YOUR ASSIGNMENT: Across the listing below, how many lines hold "Lakewood"? Reply with the number by itself.

|---|

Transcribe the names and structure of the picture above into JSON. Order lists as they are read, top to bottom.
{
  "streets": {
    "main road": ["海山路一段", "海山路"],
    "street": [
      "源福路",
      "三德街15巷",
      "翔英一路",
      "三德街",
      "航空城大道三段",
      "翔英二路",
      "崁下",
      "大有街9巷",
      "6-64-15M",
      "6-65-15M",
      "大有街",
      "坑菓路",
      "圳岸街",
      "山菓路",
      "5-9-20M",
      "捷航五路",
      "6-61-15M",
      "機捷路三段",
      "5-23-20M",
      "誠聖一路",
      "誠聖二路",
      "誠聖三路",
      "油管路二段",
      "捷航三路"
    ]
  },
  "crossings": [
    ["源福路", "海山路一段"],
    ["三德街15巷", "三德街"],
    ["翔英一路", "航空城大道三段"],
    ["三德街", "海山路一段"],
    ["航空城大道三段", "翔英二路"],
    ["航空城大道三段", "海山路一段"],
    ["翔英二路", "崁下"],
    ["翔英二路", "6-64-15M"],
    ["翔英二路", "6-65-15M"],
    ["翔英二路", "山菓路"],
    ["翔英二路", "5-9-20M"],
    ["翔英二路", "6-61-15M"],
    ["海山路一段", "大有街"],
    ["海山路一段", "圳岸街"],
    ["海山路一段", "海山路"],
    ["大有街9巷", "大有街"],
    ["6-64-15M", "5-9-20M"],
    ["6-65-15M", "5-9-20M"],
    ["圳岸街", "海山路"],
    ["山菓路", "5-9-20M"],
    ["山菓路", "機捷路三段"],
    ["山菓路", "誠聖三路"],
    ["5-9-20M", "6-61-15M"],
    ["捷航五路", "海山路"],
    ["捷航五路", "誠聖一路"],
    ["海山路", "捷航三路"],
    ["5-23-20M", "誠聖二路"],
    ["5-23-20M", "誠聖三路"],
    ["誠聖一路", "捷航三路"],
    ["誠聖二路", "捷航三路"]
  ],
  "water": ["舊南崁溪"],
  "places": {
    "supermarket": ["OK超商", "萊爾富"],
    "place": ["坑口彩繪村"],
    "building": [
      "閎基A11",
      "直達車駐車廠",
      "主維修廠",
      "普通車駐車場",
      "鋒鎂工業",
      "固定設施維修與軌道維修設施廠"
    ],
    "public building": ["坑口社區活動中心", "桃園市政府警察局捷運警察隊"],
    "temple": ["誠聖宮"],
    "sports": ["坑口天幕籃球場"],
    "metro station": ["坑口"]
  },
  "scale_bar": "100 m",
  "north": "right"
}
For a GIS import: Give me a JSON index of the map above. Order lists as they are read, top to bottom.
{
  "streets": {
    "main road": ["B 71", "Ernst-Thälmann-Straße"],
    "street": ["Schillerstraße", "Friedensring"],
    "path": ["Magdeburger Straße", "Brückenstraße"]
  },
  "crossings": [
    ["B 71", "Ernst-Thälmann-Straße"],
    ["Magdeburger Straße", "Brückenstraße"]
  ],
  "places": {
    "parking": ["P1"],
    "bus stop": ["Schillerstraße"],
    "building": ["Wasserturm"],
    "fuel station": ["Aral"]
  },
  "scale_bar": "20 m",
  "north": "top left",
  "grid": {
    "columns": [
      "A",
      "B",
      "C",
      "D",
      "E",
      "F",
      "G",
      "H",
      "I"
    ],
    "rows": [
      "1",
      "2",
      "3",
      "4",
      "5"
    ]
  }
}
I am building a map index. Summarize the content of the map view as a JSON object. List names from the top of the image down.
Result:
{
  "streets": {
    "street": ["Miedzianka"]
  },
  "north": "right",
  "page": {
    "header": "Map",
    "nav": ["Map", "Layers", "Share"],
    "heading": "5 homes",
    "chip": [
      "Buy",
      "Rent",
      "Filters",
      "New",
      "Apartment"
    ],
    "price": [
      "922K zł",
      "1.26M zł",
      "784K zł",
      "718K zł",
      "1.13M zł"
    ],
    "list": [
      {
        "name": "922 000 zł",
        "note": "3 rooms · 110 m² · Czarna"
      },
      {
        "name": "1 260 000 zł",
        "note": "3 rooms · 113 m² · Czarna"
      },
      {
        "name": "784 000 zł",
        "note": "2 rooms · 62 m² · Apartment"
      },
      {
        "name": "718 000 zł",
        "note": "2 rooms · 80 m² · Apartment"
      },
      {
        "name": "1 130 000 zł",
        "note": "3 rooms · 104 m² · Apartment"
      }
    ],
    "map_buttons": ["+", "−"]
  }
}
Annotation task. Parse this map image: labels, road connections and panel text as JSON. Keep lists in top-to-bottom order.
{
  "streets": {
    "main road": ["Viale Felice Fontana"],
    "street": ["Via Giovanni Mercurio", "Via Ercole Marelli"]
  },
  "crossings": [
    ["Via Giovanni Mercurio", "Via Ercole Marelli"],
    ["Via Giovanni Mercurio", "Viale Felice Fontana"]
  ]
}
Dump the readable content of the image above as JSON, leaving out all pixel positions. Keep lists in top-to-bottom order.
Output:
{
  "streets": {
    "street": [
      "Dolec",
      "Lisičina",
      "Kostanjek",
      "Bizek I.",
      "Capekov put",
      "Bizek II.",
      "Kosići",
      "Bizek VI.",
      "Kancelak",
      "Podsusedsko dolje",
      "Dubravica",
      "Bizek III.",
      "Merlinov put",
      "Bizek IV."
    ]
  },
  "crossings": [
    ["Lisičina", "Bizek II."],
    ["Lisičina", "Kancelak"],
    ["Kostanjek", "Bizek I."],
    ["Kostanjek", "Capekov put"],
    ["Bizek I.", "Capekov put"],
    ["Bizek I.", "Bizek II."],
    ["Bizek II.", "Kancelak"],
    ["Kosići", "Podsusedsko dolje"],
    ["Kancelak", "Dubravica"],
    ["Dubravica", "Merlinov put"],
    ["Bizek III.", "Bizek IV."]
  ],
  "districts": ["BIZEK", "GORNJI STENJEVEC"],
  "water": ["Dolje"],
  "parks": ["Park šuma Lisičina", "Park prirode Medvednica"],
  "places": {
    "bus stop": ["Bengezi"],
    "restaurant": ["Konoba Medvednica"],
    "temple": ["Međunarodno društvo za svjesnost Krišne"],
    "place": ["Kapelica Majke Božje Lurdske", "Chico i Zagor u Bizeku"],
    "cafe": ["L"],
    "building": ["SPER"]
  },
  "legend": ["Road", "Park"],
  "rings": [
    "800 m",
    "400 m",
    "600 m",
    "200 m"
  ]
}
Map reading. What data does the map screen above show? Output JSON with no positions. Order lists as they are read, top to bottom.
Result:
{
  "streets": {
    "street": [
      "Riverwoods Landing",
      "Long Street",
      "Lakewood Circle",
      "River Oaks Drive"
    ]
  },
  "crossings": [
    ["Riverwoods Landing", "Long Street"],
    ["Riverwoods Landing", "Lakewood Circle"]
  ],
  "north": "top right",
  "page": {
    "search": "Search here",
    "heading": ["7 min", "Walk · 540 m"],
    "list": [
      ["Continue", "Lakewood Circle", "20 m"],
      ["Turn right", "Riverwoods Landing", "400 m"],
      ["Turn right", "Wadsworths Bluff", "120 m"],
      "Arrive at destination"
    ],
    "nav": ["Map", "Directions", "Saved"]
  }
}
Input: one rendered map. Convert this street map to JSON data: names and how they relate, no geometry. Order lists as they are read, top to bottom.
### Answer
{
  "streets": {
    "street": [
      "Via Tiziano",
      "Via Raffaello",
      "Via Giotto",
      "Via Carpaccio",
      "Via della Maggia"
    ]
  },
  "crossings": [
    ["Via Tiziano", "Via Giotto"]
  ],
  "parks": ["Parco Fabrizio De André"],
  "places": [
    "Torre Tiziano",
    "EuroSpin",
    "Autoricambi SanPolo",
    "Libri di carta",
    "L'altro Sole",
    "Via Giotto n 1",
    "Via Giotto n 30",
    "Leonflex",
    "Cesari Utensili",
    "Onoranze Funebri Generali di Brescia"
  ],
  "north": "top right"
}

|---|

RESULT OF THE EXERCISE: 3